### Exercise description
Among the records below, find each line containing the word "icon" and copy it.

### Given data
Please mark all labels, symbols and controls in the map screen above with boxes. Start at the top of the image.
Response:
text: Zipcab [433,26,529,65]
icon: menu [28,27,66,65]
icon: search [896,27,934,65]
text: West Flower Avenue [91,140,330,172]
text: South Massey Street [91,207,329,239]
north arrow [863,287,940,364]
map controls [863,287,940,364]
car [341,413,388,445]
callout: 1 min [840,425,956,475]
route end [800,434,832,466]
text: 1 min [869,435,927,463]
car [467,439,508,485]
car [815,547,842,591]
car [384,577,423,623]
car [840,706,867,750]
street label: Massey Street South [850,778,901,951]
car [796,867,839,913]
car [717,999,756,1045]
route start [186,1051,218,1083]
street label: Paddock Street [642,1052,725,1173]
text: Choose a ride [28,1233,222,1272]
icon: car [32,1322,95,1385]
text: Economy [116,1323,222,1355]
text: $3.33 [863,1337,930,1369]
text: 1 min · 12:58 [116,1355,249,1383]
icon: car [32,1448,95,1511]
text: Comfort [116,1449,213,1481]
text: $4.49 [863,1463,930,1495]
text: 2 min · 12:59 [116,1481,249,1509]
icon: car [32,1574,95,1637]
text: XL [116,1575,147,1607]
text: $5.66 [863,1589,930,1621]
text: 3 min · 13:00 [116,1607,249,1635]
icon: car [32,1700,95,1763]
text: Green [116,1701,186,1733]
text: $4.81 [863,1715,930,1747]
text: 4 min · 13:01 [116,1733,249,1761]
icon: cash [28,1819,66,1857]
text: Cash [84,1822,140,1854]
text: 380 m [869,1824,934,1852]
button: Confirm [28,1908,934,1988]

### Solution for this task
icon: menu [28,27,66,65]
icon: search [896,27,934,65]
icon: car [32,1322,95,1385]
icon: car [32,1448,95,1511]
icon: car [32,1574,95,1637]
icon: car [32,1700,95,1763]
icon: cash [28,1819,66,1857]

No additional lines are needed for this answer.